1Its gone now because I couldn’t finish yesterday.  Went off to Benson for horse training with Zeus.

By Art Rangno

Retiree from a group specializing in airborne measurements of clouds and aerosols at the University of Washington (Cloud and Aerosol Research Group). The projects in which I participated were in many countries; from the Arctic to Brazil, from the Marshall Islands to South Africa.


  1. Some fantastic cloud scenes you have there, Art. The tall skinny Acc picture especially. Well, anyway, you’re not the only one disappointed: We were supposed to get some much needed showers the last few days, and even the next 2 or 3, but every time I check the forecast, the % chance goes down. You’re right; upper lows from the Pacific, ain’t what they used to be.

  2. Yes, I do follow Cliff Mass. The good news this morning is, we finally got some good showers last night (over half an inch in the gauge) and more is coming tomorrow. Looks like the heat is returning next week, but at least we have some water in the ground for all the trees and plants around here.

    1. Gee, I almost forgot to reply, Roland.

      Cliff does some good stuff, that’s for sure. Very erudite.

      Wish we could get some of that rain! Heat, well, we have enough of that!

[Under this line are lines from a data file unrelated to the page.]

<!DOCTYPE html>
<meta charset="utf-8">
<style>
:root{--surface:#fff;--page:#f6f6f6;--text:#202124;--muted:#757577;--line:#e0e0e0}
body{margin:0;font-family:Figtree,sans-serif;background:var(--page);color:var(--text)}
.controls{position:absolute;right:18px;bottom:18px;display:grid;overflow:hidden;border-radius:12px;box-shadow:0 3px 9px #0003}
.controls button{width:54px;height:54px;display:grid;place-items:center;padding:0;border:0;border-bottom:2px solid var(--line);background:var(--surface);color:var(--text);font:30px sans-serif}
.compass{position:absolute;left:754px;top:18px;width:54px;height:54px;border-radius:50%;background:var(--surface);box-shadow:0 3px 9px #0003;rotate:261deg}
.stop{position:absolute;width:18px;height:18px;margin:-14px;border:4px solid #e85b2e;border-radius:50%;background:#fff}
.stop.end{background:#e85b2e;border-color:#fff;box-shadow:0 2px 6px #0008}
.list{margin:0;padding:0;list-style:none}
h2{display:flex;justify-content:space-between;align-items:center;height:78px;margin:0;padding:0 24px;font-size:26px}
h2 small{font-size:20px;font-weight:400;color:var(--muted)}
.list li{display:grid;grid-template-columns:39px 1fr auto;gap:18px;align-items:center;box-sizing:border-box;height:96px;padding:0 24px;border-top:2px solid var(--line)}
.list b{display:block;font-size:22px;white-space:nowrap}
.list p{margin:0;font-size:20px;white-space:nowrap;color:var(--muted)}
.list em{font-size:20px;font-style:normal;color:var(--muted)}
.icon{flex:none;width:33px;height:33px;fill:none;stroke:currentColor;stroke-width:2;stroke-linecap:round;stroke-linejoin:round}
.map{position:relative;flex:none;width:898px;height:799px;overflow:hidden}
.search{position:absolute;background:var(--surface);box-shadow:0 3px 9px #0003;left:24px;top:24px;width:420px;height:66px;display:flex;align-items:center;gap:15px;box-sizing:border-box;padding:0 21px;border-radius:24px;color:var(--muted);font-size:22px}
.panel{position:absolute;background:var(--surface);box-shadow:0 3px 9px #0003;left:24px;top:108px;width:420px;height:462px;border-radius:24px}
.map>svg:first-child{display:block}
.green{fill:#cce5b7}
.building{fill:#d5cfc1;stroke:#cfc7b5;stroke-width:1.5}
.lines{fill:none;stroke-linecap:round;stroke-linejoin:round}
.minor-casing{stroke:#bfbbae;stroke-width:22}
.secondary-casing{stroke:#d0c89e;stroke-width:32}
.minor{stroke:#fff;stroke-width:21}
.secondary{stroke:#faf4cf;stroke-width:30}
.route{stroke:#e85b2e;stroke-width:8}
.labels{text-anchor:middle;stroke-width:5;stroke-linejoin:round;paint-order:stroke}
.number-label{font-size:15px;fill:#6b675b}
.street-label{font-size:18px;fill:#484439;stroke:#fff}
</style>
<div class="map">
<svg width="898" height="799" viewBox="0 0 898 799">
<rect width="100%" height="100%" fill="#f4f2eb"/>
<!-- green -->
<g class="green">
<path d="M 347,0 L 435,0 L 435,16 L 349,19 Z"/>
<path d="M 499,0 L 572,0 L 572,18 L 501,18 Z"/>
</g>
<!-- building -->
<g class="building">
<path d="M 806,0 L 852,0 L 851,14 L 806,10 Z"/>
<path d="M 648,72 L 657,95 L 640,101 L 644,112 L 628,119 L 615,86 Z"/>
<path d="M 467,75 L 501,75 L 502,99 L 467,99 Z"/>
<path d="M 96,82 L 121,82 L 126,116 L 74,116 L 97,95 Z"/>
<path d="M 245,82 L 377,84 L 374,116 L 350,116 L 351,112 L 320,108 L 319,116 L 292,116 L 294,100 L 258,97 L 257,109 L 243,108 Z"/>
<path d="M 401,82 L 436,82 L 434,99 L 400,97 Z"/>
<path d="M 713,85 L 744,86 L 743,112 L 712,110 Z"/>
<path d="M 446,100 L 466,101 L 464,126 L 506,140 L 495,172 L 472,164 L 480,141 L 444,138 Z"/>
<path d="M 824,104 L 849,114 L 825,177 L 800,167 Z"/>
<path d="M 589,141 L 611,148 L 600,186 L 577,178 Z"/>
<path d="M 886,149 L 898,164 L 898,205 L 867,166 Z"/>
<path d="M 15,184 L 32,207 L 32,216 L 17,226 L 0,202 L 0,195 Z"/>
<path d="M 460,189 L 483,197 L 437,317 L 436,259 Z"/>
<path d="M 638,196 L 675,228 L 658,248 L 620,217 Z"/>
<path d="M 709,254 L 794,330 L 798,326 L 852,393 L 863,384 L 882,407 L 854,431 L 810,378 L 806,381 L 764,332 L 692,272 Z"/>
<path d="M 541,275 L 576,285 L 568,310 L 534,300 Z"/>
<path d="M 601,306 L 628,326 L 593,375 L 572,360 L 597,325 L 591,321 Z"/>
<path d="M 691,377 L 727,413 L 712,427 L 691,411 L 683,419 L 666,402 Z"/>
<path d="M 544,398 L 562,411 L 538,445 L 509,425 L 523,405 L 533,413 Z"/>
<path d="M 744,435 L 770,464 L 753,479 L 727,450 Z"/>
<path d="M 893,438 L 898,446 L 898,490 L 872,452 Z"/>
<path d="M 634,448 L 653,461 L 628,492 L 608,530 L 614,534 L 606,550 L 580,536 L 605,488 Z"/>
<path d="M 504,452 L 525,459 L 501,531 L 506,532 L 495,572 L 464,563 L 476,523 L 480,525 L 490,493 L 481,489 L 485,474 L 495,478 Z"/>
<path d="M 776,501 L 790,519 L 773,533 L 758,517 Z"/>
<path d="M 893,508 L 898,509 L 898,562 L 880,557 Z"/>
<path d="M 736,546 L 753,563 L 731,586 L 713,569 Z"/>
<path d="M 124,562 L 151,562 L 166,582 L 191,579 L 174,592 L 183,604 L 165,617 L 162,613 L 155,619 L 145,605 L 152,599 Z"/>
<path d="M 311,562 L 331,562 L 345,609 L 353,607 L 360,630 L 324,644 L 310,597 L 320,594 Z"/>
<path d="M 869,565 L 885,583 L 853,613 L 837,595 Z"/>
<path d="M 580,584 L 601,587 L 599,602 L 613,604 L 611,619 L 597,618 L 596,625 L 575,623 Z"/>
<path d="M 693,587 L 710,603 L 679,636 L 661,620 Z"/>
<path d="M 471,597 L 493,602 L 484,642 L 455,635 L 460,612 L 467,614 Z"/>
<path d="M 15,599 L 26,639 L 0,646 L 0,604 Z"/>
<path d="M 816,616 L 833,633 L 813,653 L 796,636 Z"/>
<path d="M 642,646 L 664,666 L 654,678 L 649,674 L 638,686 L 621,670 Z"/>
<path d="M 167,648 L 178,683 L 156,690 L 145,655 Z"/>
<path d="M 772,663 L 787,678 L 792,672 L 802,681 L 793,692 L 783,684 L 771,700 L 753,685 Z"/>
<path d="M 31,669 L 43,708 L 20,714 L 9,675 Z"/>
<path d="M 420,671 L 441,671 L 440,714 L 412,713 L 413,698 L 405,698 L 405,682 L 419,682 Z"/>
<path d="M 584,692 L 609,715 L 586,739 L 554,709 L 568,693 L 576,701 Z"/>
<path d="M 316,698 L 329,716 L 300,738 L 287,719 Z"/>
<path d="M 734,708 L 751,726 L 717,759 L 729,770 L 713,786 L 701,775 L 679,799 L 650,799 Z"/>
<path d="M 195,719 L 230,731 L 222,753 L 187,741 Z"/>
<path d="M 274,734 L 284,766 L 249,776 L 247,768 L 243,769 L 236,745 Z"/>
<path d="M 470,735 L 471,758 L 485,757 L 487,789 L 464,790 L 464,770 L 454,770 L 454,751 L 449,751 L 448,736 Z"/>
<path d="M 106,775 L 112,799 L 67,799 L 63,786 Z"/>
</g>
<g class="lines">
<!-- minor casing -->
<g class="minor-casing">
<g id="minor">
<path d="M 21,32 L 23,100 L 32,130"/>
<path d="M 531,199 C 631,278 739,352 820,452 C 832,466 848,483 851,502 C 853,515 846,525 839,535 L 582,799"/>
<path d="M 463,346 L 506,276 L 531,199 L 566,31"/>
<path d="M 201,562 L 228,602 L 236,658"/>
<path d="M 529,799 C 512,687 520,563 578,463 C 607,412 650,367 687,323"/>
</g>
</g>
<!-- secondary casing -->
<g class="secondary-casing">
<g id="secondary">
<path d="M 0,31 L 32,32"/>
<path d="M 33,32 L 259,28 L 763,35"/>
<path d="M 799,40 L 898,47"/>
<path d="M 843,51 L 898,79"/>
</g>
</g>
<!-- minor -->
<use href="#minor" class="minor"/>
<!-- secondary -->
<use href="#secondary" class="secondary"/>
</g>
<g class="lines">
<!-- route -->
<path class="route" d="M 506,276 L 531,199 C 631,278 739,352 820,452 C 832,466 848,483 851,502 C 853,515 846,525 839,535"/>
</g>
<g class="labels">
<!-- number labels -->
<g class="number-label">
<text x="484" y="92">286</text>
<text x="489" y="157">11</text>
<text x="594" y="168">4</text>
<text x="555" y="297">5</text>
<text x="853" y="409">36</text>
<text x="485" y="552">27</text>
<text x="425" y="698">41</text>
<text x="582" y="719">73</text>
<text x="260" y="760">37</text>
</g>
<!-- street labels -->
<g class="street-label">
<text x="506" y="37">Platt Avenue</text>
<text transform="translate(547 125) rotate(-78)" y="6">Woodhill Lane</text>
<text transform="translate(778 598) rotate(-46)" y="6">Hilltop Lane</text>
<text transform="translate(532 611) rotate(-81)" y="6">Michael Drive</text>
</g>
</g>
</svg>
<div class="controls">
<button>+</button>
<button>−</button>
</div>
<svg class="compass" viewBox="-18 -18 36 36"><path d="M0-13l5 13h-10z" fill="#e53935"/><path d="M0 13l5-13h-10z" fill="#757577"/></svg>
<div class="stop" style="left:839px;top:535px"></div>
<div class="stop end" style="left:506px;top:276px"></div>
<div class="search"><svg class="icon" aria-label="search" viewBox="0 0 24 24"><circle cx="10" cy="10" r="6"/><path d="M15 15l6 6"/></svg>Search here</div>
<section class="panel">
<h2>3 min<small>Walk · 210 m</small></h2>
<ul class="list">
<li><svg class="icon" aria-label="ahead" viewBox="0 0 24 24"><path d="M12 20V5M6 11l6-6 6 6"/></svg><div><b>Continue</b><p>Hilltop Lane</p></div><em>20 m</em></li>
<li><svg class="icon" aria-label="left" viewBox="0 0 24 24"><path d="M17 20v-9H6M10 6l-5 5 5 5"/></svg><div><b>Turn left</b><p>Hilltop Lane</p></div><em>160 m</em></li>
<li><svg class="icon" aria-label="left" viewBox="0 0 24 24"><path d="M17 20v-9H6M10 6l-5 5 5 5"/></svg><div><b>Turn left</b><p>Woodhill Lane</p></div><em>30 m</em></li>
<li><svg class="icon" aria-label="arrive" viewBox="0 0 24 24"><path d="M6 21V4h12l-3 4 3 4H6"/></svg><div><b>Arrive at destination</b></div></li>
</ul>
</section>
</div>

      1. No problem, Art- I decided to wait before saying anything more. We actually got a LOT of rain finally on the 28th (I measured 1.73 inches). That’s not quite enough to make it a normal amount for the month, but no one’s complaining now. As for the heat, it’s not coming here as much as I previously thought- but that’s okay. We don’t want it as much as some places do.